Many of the displayed metrics are calculated over a specific time interval, which is automatically adjusted by Grafana according to the selected time range of the time-series charts. When a time range shorter than 24 hours is selected, the resulting intervals may become too narrow. In cases where data points are missing within these short intervals, this can lead to query errors or empty visualizations. To ensure stable and accurate metric representation, it is recommended to maintain a minimum time range of 24 hours when analyzing data.

image_2

For both clients, the metrics are divided into two sections, the latest computed values:

image_3

image_4

And the time-line charts:

image_5

image_6

Charts Explained

image_7

Pressure Stall Information (PSI) metrics in Linux. Provides insights into resource utilization by measuring the pressure on the CPU, Memory and I/O

image_8

Percentage of elapsed time during which the CPU is active in states other than "Idle." This encompasses all forms of active processing, including executing user and kernel processes.

image_9

Processes that are either currently executing on the CPU or are in a ready-to-run state, waiting for CPU allocation.

image_10

Amount of physical RAM actively used by applications and system processes, excluding cache and other reclaimable memory

image_11

Proportion of total allocated swap space that is currently in use by the system

image_12

Current disk space utilization of the root filesystem

image_13

Number of CPU Cores Total RAM Total SWAP Total Root File System Space Uptime

image_14

CPU Busy Time Percentage:

Represents the proportion of total elapsed time during which the CPU is actively engaged in executing tasks, excluding idle periods. This metric quantifies the extent of CPU utilization attributable to active processing tasks.
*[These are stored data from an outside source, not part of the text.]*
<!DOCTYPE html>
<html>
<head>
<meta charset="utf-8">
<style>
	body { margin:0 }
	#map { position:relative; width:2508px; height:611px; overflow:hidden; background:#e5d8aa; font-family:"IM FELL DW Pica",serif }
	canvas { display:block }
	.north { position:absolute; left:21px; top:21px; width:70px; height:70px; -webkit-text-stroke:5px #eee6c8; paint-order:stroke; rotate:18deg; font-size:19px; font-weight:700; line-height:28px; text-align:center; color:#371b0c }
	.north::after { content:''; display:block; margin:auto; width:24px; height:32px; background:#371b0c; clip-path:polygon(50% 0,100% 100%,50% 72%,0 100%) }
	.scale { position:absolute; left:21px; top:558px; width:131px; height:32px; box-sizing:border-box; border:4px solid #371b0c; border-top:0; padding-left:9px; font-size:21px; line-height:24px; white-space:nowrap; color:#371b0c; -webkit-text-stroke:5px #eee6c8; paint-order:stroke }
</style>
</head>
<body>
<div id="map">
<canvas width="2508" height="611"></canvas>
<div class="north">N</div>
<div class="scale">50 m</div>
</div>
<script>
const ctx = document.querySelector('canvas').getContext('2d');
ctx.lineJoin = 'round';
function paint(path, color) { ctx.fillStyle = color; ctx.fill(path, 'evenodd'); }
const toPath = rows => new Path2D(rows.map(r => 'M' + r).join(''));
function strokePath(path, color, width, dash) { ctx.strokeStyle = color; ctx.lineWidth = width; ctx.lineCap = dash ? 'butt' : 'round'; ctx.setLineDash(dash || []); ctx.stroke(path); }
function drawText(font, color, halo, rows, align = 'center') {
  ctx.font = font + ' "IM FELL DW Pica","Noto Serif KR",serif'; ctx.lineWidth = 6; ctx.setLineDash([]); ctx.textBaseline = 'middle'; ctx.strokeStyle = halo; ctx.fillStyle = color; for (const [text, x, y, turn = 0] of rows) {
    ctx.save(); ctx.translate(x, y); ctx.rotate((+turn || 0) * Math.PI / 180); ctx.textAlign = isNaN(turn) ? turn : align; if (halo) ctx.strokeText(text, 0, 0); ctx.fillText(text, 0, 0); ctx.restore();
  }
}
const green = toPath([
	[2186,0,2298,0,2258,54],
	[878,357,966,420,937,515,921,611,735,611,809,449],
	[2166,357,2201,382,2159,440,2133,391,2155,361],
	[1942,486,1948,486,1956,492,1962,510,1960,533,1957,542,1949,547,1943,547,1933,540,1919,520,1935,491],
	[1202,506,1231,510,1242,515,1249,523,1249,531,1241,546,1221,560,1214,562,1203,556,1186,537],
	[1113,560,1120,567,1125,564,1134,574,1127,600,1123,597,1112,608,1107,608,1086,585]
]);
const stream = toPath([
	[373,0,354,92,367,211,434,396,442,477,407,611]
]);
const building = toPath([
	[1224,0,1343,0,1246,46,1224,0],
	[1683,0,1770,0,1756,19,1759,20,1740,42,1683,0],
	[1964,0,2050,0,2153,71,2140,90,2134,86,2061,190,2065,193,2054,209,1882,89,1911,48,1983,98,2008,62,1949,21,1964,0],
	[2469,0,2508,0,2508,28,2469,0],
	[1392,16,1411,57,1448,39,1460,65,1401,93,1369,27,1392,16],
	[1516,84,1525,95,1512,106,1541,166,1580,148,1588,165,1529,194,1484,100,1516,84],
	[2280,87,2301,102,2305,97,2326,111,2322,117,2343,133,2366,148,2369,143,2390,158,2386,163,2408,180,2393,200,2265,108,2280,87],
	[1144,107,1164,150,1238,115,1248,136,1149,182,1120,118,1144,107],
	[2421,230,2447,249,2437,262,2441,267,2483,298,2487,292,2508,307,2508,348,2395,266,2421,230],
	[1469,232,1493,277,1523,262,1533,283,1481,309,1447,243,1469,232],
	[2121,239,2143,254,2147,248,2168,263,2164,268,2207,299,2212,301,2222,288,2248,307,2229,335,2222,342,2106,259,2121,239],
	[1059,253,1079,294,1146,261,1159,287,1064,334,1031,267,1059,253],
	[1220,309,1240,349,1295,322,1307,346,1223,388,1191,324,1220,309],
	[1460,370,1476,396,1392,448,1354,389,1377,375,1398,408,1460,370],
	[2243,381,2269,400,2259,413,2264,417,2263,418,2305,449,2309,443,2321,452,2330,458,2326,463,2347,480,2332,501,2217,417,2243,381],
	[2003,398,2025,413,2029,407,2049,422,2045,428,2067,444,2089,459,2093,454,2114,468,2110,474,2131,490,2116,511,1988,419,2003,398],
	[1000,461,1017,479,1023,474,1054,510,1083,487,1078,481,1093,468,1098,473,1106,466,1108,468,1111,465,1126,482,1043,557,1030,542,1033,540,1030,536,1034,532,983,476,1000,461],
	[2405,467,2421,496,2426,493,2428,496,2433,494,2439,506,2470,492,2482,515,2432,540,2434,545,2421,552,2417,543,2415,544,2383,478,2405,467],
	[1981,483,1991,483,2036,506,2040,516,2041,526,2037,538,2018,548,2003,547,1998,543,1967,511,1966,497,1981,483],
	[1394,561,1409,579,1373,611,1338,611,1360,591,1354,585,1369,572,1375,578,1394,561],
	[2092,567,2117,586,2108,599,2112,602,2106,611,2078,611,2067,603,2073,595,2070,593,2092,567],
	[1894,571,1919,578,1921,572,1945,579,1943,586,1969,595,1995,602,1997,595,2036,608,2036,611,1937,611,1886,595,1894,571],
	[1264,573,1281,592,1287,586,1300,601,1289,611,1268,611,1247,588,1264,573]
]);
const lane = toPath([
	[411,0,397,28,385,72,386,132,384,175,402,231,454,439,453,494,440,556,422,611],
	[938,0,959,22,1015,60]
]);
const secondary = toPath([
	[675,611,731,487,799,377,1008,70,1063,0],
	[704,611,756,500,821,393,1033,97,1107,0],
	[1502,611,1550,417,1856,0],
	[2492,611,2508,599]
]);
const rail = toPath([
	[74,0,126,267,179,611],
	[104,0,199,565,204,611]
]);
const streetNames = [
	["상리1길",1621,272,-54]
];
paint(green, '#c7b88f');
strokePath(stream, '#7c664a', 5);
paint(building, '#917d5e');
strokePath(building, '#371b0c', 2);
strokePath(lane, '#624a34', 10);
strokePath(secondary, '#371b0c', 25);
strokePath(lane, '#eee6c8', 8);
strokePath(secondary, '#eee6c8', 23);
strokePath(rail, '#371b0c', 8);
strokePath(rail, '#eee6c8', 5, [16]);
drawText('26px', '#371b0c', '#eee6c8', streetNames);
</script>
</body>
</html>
User Mode CPU Time Percentage:

Denotes the percentage of elapsed time during which the CPU executes processes in user mode. This encompasses application-level processes and user-initiated tasks, reflecting the workload initiated by user-space applications.
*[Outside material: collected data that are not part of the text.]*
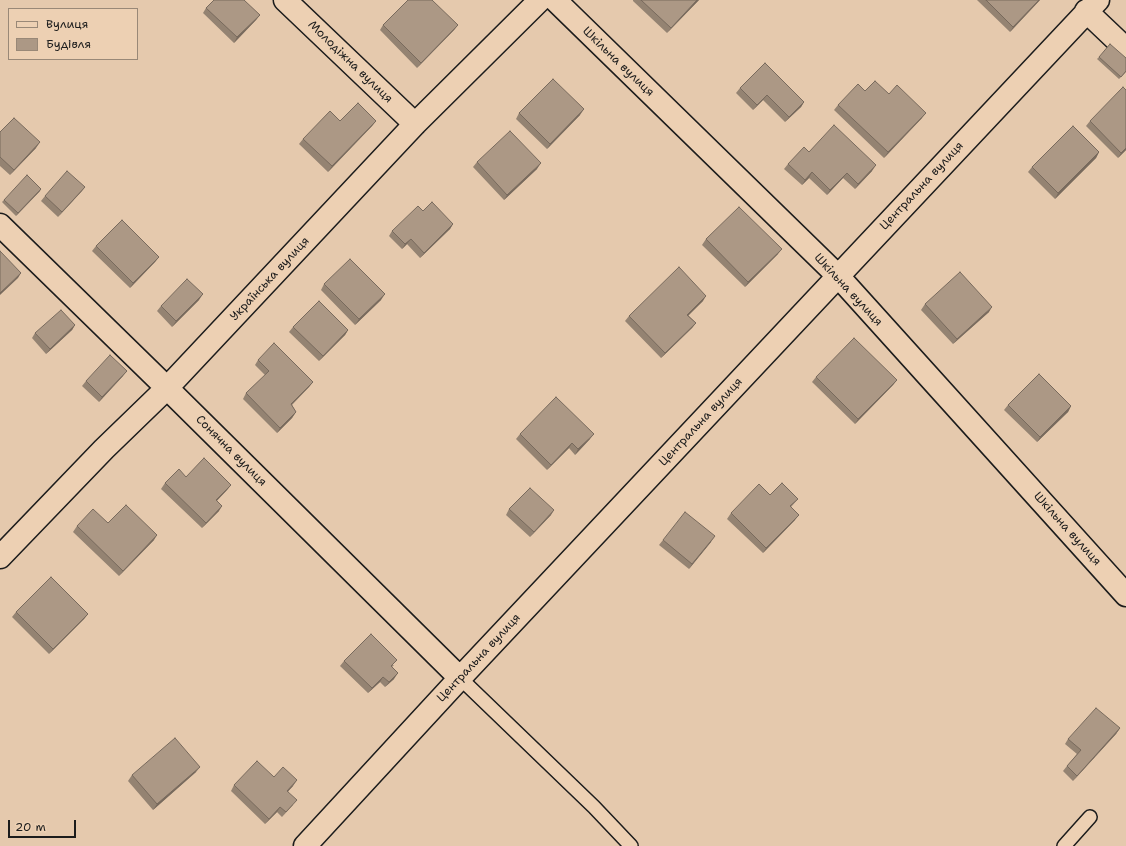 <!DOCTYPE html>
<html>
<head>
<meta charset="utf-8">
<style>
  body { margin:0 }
  #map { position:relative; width:1126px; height:846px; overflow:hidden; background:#e5c9ad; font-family:"Shantell Sans",sans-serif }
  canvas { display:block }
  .legend { position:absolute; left:8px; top:8px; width:130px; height:52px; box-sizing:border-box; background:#edd0b3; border:1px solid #987; margin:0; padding:5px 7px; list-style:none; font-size:12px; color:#1c1c1c }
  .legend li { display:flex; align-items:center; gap:8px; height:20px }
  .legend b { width:20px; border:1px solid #987 }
  .scale { position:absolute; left:8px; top:820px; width:68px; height:18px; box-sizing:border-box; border:2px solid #1c1c1c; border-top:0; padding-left:5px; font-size:12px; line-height:14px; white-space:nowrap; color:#1c1c1c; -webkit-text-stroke:3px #edd0b3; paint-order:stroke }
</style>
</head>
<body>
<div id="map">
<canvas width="1126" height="846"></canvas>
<ul class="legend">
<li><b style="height:5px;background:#edd0b3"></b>Вулиця</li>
<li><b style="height:11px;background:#ac9885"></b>Будівля</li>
</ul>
<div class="scale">20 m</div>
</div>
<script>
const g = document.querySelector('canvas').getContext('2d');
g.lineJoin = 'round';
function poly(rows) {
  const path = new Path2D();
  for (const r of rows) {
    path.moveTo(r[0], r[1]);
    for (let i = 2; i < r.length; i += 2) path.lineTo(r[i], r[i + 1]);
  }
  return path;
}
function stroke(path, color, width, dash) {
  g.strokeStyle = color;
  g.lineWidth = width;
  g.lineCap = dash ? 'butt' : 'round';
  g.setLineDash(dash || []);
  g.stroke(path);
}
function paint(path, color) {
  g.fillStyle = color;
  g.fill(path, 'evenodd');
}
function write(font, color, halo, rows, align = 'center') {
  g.font = font + ' "Shantell Sans",sans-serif';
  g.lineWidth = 3;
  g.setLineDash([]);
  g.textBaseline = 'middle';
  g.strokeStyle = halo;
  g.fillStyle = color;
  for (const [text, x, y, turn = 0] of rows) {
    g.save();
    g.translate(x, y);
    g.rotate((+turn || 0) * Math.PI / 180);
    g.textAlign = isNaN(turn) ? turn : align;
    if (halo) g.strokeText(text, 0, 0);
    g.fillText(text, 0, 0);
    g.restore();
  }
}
const lane = poly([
  [460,678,594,807,631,846],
  [1064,846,1090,817]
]);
const street = poly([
  [285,0,415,124],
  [555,0,838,276,1126,595],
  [1086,11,1126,49],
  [0,225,167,388,460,678],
  [0,557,104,449,167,388,415,124,540,0],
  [305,846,460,678,1098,0]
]);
stroke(lane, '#1c1c1c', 16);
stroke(street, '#1c1c1c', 25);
stroke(lane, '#edd0b3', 13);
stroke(street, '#edd0b3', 22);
paint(poly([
  [633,0,699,0,667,33,633,1],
  [977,0,1040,0,1010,32],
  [206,8,260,15,256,20,234,43,203,13],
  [383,25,458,25,454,30,417,68,380,30],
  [1099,57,1126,58,1126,72,1119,79,1097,59],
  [740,88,804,102,801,107,785,122,763,100,753,110,736,93],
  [889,94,922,118,884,158,834,110,838,105],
  [519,113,580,115,547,149,516,119],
  [340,121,376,121,372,126,328,172,299,144,303,139],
  [1090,121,1126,150,1118,158,1086,126],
  [0,132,36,148,10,175,0,166],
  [809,152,872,171,855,189,843,178,827,195,809,178,802,185,784,169,788,164],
  [1099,152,1096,158,1055,199,1028,172,1032,167],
  [477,162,537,169,504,200,473,167],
  [85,187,81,192,58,217,41,201,45,196],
  [40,191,16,216,2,202,4,200],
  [423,211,453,224,450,229,420,258,407,244,402,249,389,236,392,231],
  [706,239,778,254,745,287,702,245],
  [96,246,159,257,155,262,130,288,92,251],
  [324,284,381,300,355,325,321,290],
  [199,300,172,327,157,311,161,306],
  [703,301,688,315,696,323,692,328,661,358,625,321,629,316],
  [925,304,989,312,953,344,921,310],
  [75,325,72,330,46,354,32,338,35,333],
  [293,327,348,330,345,335,319,361,289,332],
  [258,360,313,382,309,387,292,405,296,412,292,418,277,433,243,399,246,393,265,375,255,365],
  [123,376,99,402,82,386,86,381],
  [816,377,897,380,893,385,855,424,812,382],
  [1008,405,1071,406,1068,412,1037,442,1004,410],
  [520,434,590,439,575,455,569,448,547,470,516,439],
  [186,477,231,485,227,490,217,500,219,511,202,528,161,489,165,483],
  [770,495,798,499,791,507,795,520,763,553,727,519,731,513],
  [509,509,551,515,530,537,506,515],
  [108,523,154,540,119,576,73,532,77,526],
  [663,540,711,542,689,569,659,545],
  [16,612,88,614,84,619,49,654,12,617],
  [344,661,394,665,392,667,394,679,385,687,380,682,368,693,340,666],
  [1120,728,1116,734,1073,781,1063,771,1067,766,1077,754,1065,744,1068,739],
  [196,772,153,810,128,781,132,775],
  [274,777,293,786,288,791,293,805,282,817,277,812,265,824,231,791,234,785]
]), '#948372');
paint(poly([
  [697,0,699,0,667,33,671,28],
  [1039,0,1040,0,1010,32,1013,27],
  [260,15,256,20,234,43,237,37],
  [458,25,454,30,417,68,421,63],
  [767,95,763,100,753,110,757,105],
  [804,102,801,107,785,122,789,117],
  [584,109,580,115,547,149,550,144],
  [926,113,922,118,884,158,888,152],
  [376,121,372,126,328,172,332,166],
  [40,142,36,148,10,175,14,170],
  [1126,148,1126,150,1118,158,1121,153],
  [1099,152,1096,158,1055,199,1058,193],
  [541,163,537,169,504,200,507,195],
  [876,165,872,171,855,189,858,184],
  [812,172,809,178,802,185,805,180],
  [847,173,843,178,827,195,830,190],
  [85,187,81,192,58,217,62,212],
  [41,189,40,191,16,216,18,213],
  [453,224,450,229,420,258,424,253],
  [411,239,407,244,402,249,405,244],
  [782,249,778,254,745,287,748,282],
  [159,257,155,262,130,288,133,283],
  [21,273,18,278,0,295,0,293],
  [203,294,199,300,172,327,176,321],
  [385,294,381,300,355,325,359,319],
  [706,296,703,301,684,320,687,315],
  [992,307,989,312,953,344,957,339],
  [696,323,692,328,661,358,665,353],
  [75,325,72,330,46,354,50,349],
  [348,330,345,335,319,361,323,356],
  [127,371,123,376,99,402,102,397],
  [897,380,893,385,855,424,858,419],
  [313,382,309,387,287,409,291,404],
  [1071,406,1068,412,1037,442,1040,437],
  [296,412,292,418,277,433,280,428],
  [594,434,590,439,575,455,578,449],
  [572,443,569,448,547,470,551,465],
  [231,485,227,490,213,505,216,500],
  [222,506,219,511,202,528,206,523],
  [554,510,551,515,530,537,534,532],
  [799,515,795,520,763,553,766,548],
  [157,535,154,540,119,576,123,571],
  [715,536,711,542,689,569,692,564],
  [88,614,84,619,49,654,53,649],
  [398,673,394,679,385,687,389,682],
  [383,677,380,682,368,693,372,688],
  [1120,728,1116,734,1073,781,1077,776],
  [200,767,196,772,153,810,157,804],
  [297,780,293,786,284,796,287,791],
  [280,807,277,812,265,824,269,819]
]), '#786a5d');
const building = poly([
  [214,0,244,0,260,15,237,37,206,8,214,0],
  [408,0,432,0,458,25,421,63,383,25,408,0],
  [641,0,697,0,671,28,641,0],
  [986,0,1039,0,1013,27,986,0],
  [1110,44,1126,58,1126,71,1121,77,1099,57,1110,44],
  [765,63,804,102,789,117,767,95,757,105,740,88,765,63],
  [553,79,584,109,550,144,519,113,553,79],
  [875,81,889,94,897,85,926,113,888,152,838,105,858,84,865,91,875,81],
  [1123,87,1126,90,1126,148,1121,153,1090,121,1123,87],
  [358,103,376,121,332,166,303,139,330,111,340,121,358,103],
  [14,118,40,142,14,170,0,157,0,132,14,118],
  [834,125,876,165,858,184,847,173,830,190,812,172,805,180,788,164,804,147,809,152,834,125],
  [1073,126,1099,152,1058,193,1032,167,1073,126],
  [510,131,541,163,507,195,477,162,510,131],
  [67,171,85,187,62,212,45,196,67,171],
  [27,175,41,189,18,213,4,200,27,175],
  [432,202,453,224,424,253,411,239,405,244,392,231,418,206,423,211,432,202],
  [739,207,782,249,748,282,706,239,739,207],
  [122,220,159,257,133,283,96,246,122,220],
  [0,251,21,273,0,293,0,251],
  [350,259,385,294,359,319,324,284,350,259],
  [679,267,706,296,687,315,696,323,665,353,629,316,679,267],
  [960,272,992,307,957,339,925,304,960,272],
  [187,279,203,294,176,321,161,306,187,279],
  [319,301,348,330,323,356,293,327,319,301],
  [61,310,75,325,50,349,35,333,61,310],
  [854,338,897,380,858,419,816,377,854,338],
  [274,343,313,382,291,404,296,412,280,428,246,393,269,371,258,360,274,343],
  [110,355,127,371,102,397,86,381,110,355],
  [1039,374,1071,406,1040,437,1008,405,1039,374],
  [556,397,594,434,578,449,572,443,551,465,520,434,556,397],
  [204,458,231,485,216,500,222,506,206,523,165,483,179,469,186,477,204,458],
  [782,483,798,499,790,506,799,515,766,548,731,513,759,484,770,495,782,483],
  [530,488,554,510,534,532,509,509,530,488],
  [126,505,157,535,123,571,77,526,93,509,108,523,126,505],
  [685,512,715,536,692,564,663,540,685,512],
  [51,577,88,614,53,649,16,612,51,577],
  [371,634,397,660,391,666,398,673,389,682,383,677,372,688,344,661,371,634],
  [1096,708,1120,728,1077,776,1067,766,1081,750,1068,739,1096,708],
  [175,738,200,767,157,804,132,775,175,738],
  [257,761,274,777,283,767,297,780,287,791,297,800,286,812,280,807,269,819,234,785,257,761]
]);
paint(building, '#ac9885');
stroke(building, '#786a5d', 1);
write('12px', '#1c1c1c', '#edd0b3', [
  ["Молодіжна вулиця",350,62,44],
  ["Шкільна вулиця",618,62,44],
  ["Центральна вулиця",922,186,-47],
  ["Українська вулиця",270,279,-47],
  ["Шкільна вулиця",848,290,47],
  ["Центральна вулиця",701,422,-47],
  ["Сонячна вулиця",231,451,45],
  ["Шкільна вулиця",1067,529,48],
  ["Центральна вулиця",479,658,-47]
]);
</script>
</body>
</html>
System Mode CPU Time Percentage:

Indicates the proportion of elapsed time in which the CPU is executing kernel or core system operations. This metric provides insight into kernel-level activity and system resource management.

I/O Wait Time Percentage:

Represents the percentage of total elapsed time during which the CPU is idle while awaiting completion of I/O operations. Elevated I/O wait times may suggest bottlenecks in disk or network I/O subsystems, impacting overall system performance.

image_15

Total RAM:

The total physical memory installed within the system, serving as the overall capacity for data processing and application demands.

Used RAM:

The portion of RAM currently allocated to active processes, applications, and system services, excluding cache and buffers.

Cache + Buffer RAM:

The segment of RAM utilized for caching filesystem data and buffers, which facilitates faster data access and system performance. This represents memory used for read-ahead caching and buffer management.

Free RAM:

The amount of RAM available for allocation to new processes and applications, unoccupied by current system or application data.

Swap Space Usage:

The amount of RAM available for allocation to new processes and applications, unoccupied by current system or application data.

Swap Space Usage:

The percentage of total swap space currently engaged by the system, indicating the extent of virtual memory utilization and potential memory pressure.

Per-Interface Network Traffic (Measured in Bits per Second)

image_16

Receive Traffic (Rx):

The data throughput received by a network interface, expressed in bits per second, reflecting inbound network activity.

Transmit Traffic (Tx):

The data throughput transmitted by a network interface, expressed in bits per second, representing outbound network activity.

Filesystem Space Utilization by Mount

image_17

Root Filesystem (/):

The percentage of total disk space used on the root filesystem, which contains the primary operating system files and applications.

/run Directory:

The percentage of space utilized within the temporary runtime directory used for runtime variable data.

/run/lock Directory:

The space utilization of the lock directory, primarily used for filesystem-based locking mechanisms.

/run/snapd/ns Directory:

The percentage of space used within the snapd namespace directory, related to snap package management and system snap services.

Full System Resource Utilization (EL & CL) Dashboard

image_18

image_19

3. System Resource Utilization Comparators

To enable a detailed comparison of the performance impact of different client configurations, the “System Resource Utilization Comparator – CL” dashboard provides a specialized view derived from the “System Resource Utilization (EL & CL)” dashboard. While it contains the same underlying metrics, this comparator dashboard focuses exclusively on the performance indicators of the CL Client.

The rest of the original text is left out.